WHAT THE TASK REQUIRES: Which lines of the entries hold the string "building"? Copy each one.

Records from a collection
^^^^^^^^^^^^^^^^
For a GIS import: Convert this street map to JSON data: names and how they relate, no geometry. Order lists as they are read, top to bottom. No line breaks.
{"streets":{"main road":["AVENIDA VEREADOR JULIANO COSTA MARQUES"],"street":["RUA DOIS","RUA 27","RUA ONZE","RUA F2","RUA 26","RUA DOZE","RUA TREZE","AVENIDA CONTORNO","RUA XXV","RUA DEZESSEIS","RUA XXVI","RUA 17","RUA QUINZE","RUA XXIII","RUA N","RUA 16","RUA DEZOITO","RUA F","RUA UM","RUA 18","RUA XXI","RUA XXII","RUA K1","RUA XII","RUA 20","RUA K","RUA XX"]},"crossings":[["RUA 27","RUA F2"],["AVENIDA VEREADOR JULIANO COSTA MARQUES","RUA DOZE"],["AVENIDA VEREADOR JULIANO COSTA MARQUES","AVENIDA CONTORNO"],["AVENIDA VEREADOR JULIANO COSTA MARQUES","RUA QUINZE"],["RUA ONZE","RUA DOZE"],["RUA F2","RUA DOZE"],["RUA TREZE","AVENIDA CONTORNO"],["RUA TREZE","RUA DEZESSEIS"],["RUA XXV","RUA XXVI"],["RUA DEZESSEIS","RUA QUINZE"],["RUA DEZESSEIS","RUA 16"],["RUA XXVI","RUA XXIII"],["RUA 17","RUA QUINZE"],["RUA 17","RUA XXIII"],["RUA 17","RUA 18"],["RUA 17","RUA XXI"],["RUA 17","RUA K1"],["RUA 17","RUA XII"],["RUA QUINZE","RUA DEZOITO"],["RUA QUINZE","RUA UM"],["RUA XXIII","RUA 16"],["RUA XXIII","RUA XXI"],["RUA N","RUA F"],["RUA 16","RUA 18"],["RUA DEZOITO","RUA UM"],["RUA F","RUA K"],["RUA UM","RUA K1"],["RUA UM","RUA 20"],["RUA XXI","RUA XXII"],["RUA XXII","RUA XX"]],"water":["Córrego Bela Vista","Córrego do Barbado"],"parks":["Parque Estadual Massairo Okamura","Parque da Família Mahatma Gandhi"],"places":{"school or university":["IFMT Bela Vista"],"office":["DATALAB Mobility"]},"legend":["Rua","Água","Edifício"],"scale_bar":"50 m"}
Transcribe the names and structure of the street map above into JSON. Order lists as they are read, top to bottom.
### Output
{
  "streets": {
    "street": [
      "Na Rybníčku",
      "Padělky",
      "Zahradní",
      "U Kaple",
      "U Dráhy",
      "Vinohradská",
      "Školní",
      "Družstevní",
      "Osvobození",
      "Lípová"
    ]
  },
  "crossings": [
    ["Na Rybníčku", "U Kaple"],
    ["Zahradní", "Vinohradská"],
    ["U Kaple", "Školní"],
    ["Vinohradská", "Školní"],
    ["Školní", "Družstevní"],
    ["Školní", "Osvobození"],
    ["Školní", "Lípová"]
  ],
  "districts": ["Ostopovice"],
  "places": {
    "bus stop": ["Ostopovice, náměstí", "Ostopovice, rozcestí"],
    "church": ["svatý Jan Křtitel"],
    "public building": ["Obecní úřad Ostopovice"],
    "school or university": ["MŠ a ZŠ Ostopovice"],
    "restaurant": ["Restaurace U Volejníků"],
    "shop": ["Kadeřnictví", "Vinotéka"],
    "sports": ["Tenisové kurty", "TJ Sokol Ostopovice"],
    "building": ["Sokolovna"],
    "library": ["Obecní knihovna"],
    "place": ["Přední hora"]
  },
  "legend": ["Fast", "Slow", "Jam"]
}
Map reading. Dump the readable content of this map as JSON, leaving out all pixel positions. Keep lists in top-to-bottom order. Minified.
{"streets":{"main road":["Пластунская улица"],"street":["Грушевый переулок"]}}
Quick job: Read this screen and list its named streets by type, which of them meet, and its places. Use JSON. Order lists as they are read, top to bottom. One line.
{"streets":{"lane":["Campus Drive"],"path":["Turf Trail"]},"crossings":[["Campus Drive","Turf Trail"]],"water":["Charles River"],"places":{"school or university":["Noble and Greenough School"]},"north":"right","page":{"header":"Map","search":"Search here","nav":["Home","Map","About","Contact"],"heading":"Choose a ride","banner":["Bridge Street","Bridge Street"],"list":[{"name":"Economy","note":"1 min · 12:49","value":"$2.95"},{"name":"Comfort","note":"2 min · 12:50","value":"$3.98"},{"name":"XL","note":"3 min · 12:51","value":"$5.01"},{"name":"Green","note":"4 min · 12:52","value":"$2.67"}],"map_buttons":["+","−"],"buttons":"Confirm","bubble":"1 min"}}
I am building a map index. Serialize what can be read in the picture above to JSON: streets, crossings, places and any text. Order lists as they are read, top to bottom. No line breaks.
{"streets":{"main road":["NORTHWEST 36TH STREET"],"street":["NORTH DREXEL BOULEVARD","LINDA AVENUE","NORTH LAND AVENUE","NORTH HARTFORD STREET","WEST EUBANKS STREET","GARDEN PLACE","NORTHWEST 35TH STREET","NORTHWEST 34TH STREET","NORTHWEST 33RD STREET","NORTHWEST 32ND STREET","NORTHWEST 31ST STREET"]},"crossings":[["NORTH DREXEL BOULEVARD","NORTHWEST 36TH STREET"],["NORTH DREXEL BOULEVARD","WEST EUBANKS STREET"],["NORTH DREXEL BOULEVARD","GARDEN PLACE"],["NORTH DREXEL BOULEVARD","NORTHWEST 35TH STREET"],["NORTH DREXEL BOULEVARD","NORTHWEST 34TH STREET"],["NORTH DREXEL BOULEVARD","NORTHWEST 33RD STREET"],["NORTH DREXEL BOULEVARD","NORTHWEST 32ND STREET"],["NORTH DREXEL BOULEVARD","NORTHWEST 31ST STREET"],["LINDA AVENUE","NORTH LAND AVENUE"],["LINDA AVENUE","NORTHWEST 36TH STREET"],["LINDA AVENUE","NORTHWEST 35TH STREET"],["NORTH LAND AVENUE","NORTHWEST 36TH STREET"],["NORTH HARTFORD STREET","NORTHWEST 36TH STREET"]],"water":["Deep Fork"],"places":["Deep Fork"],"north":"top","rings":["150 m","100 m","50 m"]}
^^^^^^^^^^^^^^^^
OUTPUT BELOW:
    "public building": ["Obecní úřad Ostopovice"],
    "building": ["Sokolovna"],
I am building a map index. Serialize what can be read in the picture above to JSON: streets, crossings, places and any text. Order lists as they are read, top to bottom. No line breaks.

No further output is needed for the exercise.